To bridge this gap, she has established the GLBT-Straight Alliance, getting the group off the ground in less than a month.
Almost 100 students, classifying themselves as gay, straight, queer and undefined, crowded into Manning Hall on Wednesday night to throw around ideas and set the alliance's objectives.
Many of the students who showed up at the organizational meeting also are members of Professor Pamela Conover's political science class.
"No other organization dealt with straight allies," Newton said. "I asked people in the class that were in the LGBT community what they thought, and they thought we definitely needed it."
After talking with some leaders in the LGBT community on campus, Newton took the steps needed to get the alliance recognized as a student group and recruited senior Jon Harper as her co-chairman. Newton said the alliance will have two functions -- community building and activism.
At Wednesday's meeting, students laid out some short- and long-term goals to carry out these functions, including holding monthly meetings in the Pit, taking outings to LGBT-friendly businesses, hosting educational forums, writing letters to state representatives and promoting pro-gay politics.

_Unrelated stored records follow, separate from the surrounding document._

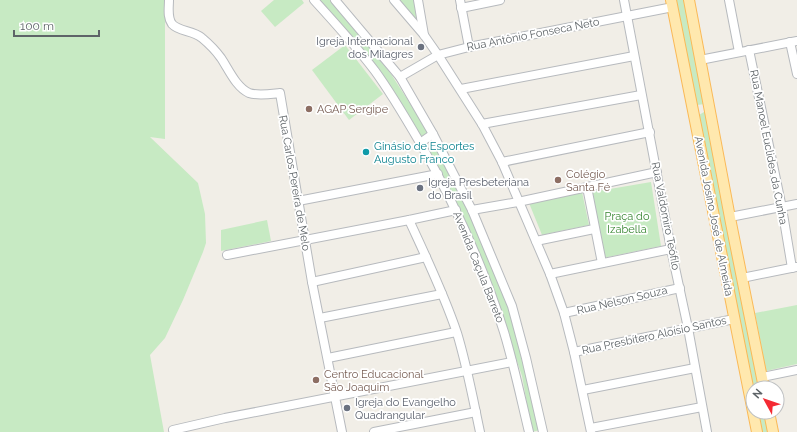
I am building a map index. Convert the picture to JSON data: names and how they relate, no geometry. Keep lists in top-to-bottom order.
{
  "streets": {
    "main road": ["Avenida Josino José de Almeida"],
    "street": [
      "Rua Antônio Fonseca Neto",
      "Rua Manoel Euclides da Cunha",
      "Rua Carlos Pereira de Melo",
      "Rua Valdomiro Teófilo",
      "Avenida Caçula Barreto",
      "Rua Nelson Souza",
      "Rua Presbítero Aloísio Santos"
    ]
  },
  "crossings": [
    ["Rua Antônio Fonseca Neto", "Rua Valdomiro Teófilo"],
    ["Rua Antônio Fonseca Neto", "Avenida Josino José de Almeida"],
    ["Rua Antônio Fonseca Neto", "Avenida Caçula Barreto"],
    ["Rua Valdomiro Teófilo", "Rua Nelson Souza"],
    ["Rua Valdomiro Teófilo", "Rua Presbítero Aloísio Santos"],
    ["Avenida Josino José de Almeida", "Rua Presbítero Aloísio Santos"]
  ],
  "parks": ["Praça do Izabella"],
  "places": [
    "Igreja Internacional dos Milagres",
    "AGAP Sergipe",
    "Ginásio de Esportes Augusto Franco",
    "Colégio Santa Fé",
    "Igreja Presbeteriana do Brasil",
    "Centro Educacional São Joaquim",
    "Igreja do Evangelho Quadrangular"
  ],
  "scale_bar": "100 m",
  "north": "top left"
}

Alliance leaders also said they hope to work with other LGBT groups and leaders on campus, an effort they say might alleviate what they perceive as dissatisfaction that has been felt among some members of the LGBT community toward its leadership.
"We're very supportive of all the different organizations," Newton said. "The more people involved, the better."
Representatives from Queer Network for Change, Carolina Alternative Meetings of Graduate and Professional Students, the Carolina LGBT Film Society and student government attended Wednesday's meeting.
"It's important to bring queer visibility and straight allies to the forefront," said Grace Holland, the LGBT administrative assistant.
Holland said that while some straight students are afraid of how they will be received at other LGBT groups' meetings, the alliance will provide a comfortable and welcoming environment.
Leaders said they will hold weekly meetings and aim to get other factions, such as minority students and the Greek community, involved in the alliance.
"We want to bring in everybody," Newton said. "It's not just a gay issue; it's a human rights issue."